Go to the line below that has "For a GIS import: Extract", print it and each line after it exactly, and stop after the line that has "I am building"; leave out pictures.
--- START ---
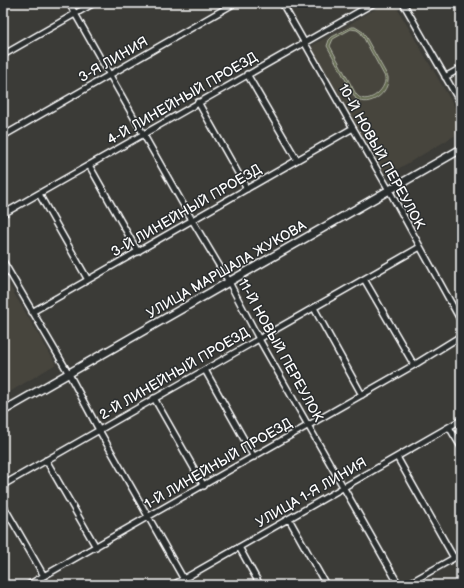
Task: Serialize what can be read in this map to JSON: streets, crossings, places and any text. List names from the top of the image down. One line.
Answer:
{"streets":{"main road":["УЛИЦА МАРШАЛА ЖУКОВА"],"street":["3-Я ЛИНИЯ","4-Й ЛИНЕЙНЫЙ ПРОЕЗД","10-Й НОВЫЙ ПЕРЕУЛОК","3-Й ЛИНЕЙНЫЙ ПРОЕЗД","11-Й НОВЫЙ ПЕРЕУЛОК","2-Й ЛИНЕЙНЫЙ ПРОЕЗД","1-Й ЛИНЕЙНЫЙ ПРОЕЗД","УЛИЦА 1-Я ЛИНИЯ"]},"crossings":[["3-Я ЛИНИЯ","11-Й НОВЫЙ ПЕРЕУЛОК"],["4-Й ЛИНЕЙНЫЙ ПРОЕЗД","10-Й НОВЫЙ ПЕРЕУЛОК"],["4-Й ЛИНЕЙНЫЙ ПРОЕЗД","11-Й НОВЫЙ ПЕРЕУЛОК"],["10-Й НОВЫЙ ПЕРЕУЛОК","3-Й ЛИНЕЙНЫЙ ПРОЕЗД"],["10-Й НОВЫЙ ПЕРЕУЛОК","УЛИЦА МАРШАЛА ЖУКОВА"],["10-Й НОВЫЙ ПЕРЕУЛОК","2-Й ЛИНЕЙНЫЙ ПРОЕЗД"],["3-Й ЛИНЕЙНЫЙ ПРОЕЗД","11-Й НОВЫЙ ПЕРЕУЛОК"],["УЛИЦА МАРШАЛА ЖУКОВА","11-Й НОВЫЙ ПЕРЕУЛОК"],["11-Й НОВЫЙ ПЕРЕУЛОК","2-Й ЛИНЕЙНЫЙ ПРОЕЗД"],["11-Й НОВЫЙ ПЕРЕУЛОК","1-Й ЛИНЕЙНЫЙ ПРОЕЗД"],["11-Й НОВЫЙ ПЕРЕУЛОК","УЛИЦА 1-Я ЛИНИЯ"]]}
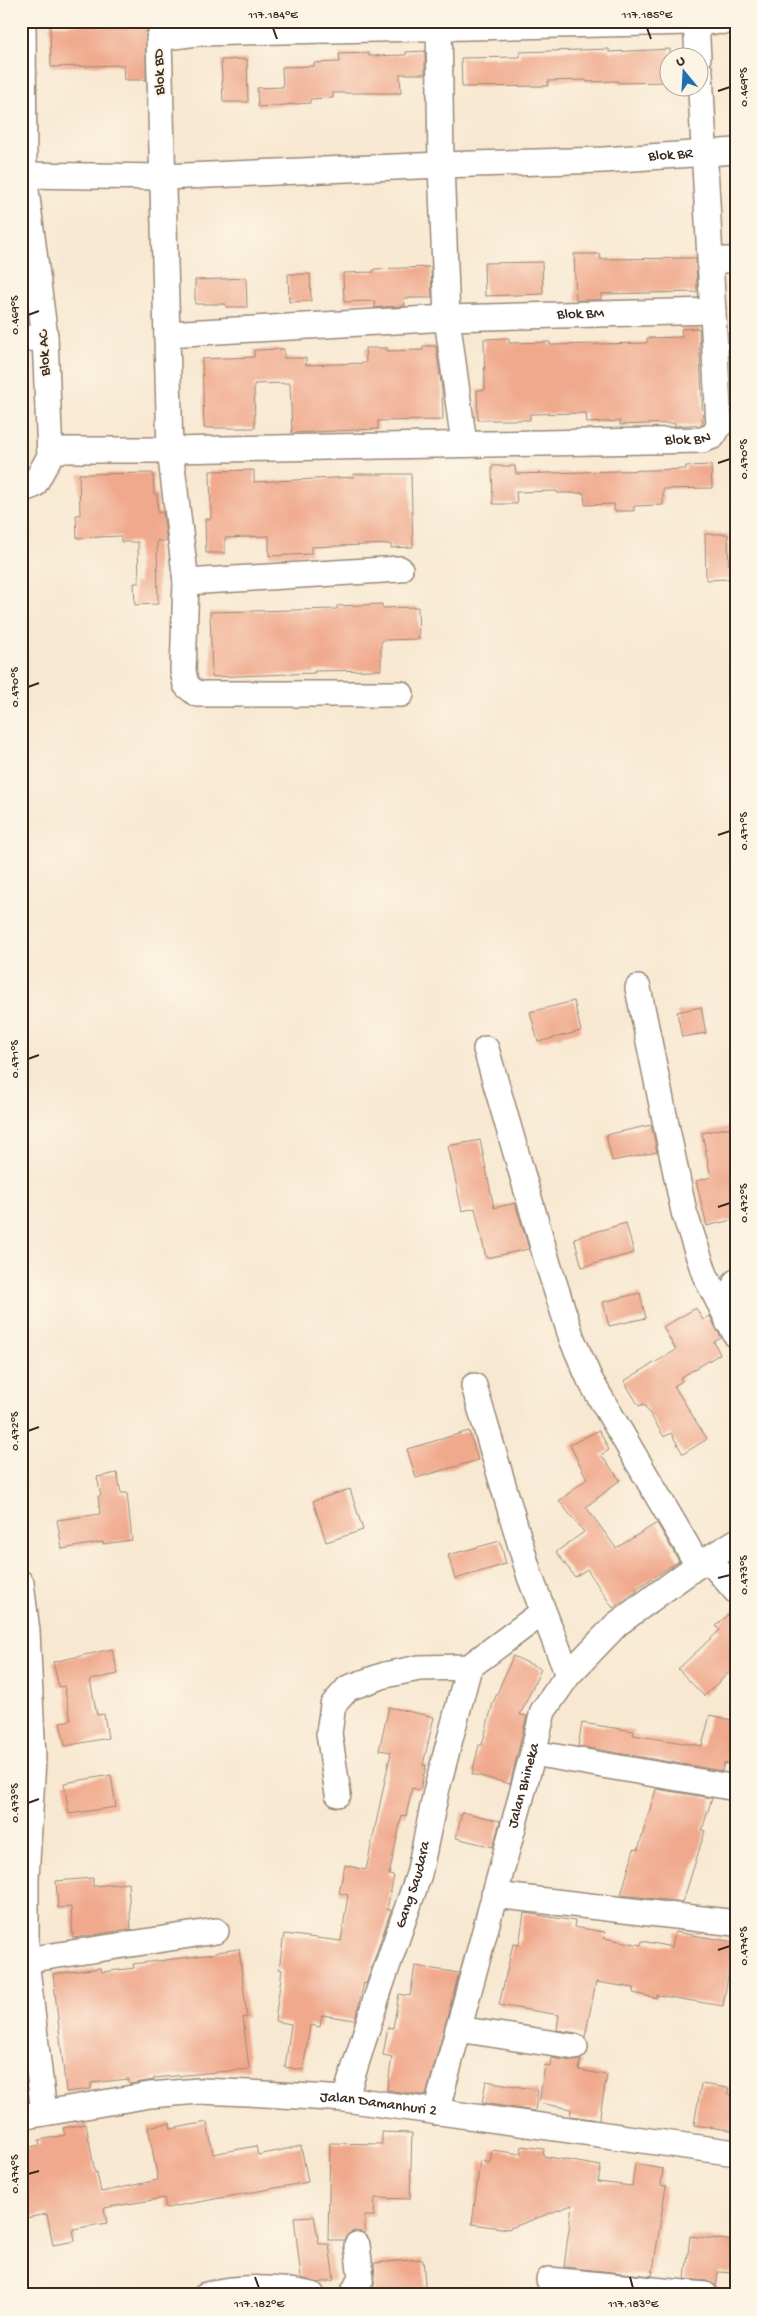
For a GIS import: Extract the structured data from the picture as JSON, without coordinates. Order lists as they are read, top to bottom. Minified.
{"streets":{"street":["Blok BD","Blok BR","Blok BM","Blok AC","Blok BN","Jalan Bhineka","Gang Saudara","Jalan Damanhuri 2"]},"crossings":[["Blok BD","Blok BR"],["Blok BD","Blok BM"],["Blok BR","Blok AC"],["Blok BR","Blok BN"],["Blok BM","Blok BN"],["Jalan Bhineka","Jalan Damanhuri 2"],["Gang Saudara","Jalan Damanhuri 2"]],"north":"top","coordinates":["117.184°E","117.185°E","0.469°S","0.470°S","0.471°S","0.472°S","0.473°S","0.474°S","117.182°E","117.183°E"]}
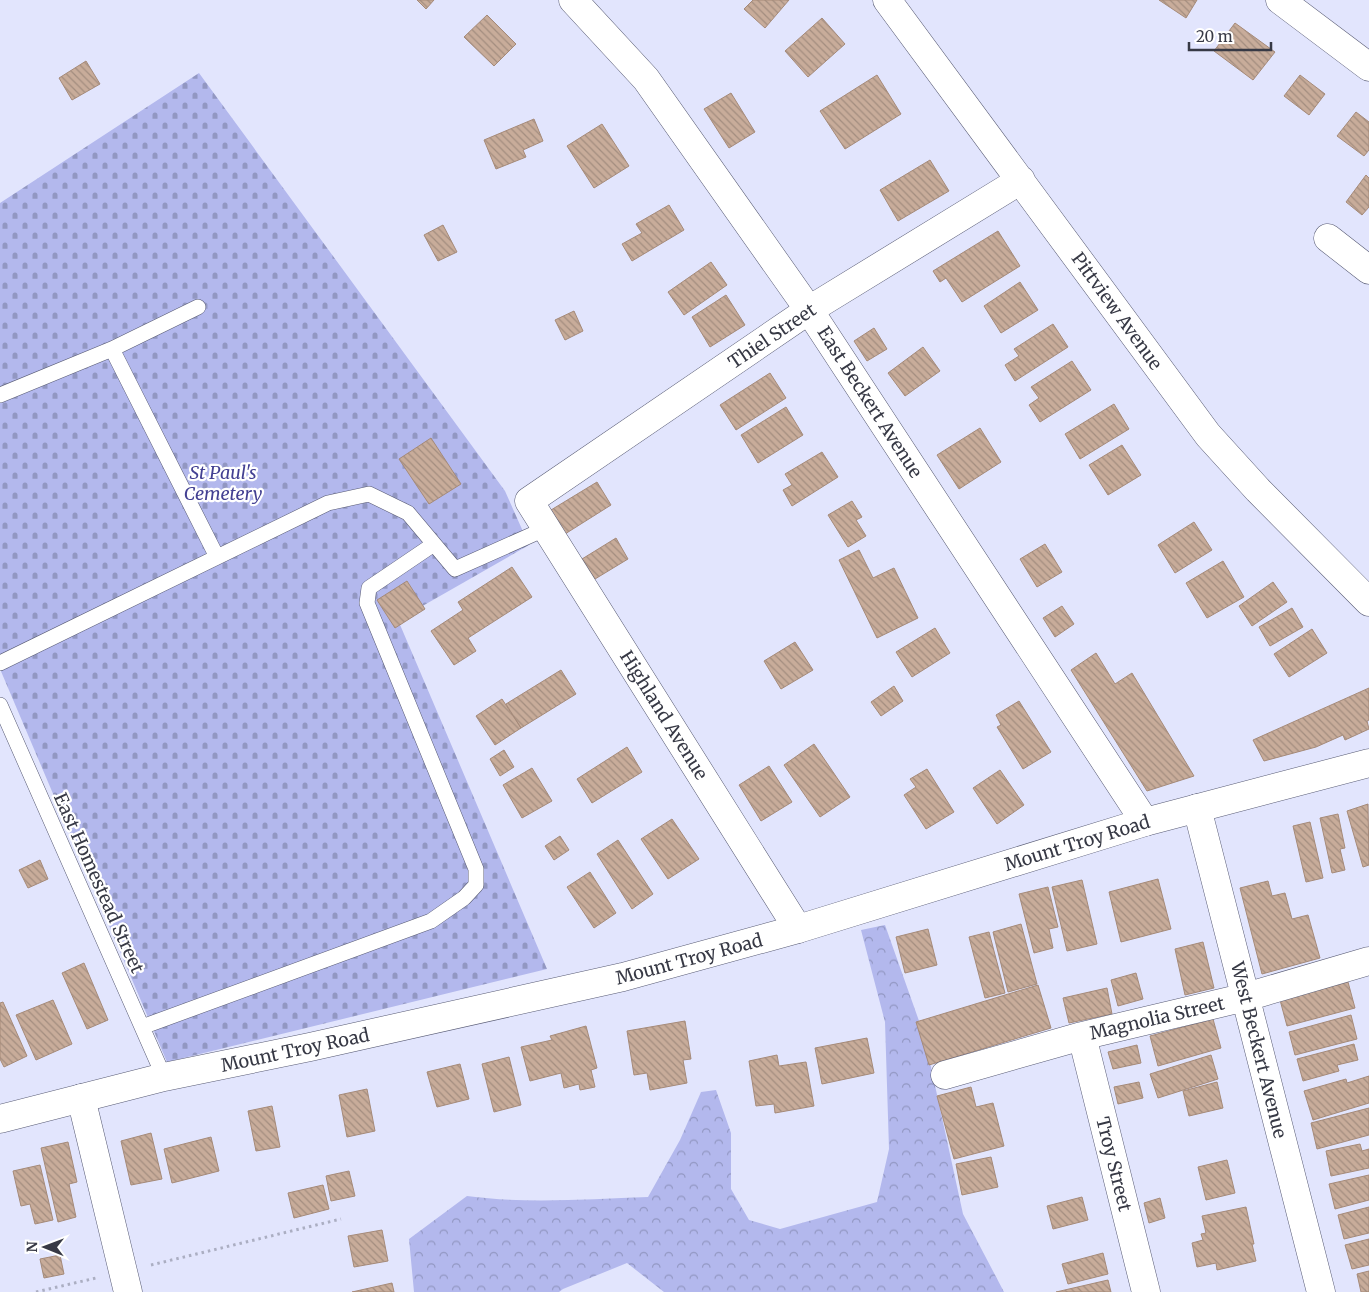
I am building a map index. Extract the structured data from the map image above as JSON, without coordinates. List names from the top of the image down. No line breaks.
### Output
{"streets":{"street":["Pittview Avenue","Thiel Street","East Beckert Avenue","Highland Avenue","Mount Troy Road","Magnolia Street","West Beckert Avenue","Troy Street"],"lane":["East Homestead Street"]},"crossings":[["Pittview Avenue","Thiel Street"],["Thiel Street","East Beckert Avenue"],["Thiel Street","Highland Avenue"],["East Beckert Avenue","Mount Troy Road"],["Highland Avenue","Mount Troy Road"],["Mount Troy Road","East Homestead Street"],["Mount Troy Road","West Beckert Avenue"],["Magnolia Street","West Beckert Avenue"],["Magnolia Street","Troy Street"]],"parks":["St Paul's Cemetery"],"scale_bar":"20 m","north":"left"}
--- END ---
--- START ---
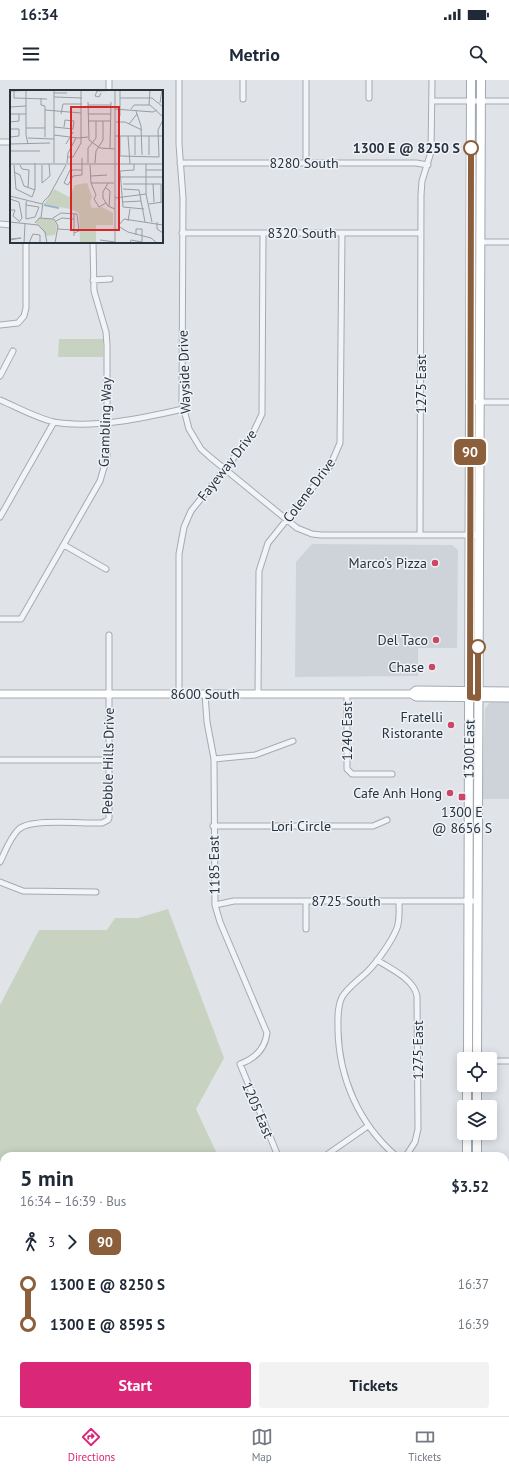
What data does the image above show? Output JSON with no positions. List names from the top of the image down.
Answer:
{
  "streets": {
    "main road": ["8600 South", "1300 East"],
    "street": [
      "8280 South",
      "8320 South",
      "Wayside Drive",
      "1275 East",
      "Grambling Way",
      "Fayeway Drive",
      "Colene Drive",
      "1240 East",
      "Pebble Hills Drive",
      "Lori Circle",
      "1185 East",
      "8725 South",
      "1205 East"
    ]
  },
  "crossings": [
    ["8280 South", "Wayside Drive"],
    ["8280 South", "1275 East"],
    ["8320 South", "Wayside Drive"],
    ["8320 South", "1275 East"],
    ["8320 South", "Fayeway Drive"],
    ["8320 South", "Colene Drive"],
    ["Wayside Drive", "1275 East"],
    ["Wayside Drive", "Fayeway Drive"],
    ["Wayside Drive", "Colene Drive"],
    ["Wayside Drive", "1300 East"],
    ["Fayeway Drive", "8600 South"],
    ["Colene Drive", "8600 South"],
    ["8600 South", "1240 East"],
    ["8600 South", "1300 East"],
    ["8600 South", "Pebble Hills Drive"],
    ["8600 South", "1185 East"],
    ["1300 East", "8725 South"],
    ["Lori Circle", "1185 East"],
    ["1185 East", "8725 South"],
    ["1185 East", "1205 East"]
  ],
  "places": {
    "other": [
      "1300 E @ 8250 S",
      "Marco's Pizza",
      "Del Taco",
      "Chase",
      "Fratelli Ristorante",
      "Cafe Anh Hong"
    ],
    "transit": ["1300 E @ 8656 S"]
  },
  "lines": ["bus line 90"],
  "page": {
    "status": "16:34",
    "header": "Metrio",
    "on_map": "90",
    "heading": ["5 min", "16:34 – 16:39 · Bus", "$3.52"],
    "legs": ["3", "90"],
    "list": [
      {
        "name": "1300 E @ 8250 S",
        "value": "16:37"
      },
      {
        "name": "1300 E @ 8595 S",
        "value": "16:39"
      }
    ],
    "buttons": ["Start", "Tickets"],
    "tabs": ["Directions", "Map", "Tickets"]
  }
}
--- END ---
ANSWER SECTION ▸
For a GIS import: Extract the structured data from the picture as JSON, without coordinates. Order lists as they are read, top to bottom. Minified.
{"streets":{"street":["Blok BD","Blok BR","Blok BM","Blok AC","Blok BN","Jalan Bhineka","Gang Saudara","Jalan Damanhuri 2"]},"crossings":[["Blok BD","Blok BR"],["Blok BD","Blok BM"],["Blok BR","Blok AC"],["Blok BR","Blok BN"],["Blok BM","Blok BN"],["Jalan Bhineka","Jalan Damanhuri 2"],["Gang Saudara","Jalan Damanhuri 2"]],"north":"top","coordinates":["117.184°E","117.185°E","0.469°S","0.470°S","0.471°S","0.472°S","0.473°S","0.474°S","117.182°E","117.183°E"]}
I am building a map index. Extract the structured data from the map image above as JSON, without coordinates. List names from the top of the image down. No line breaks.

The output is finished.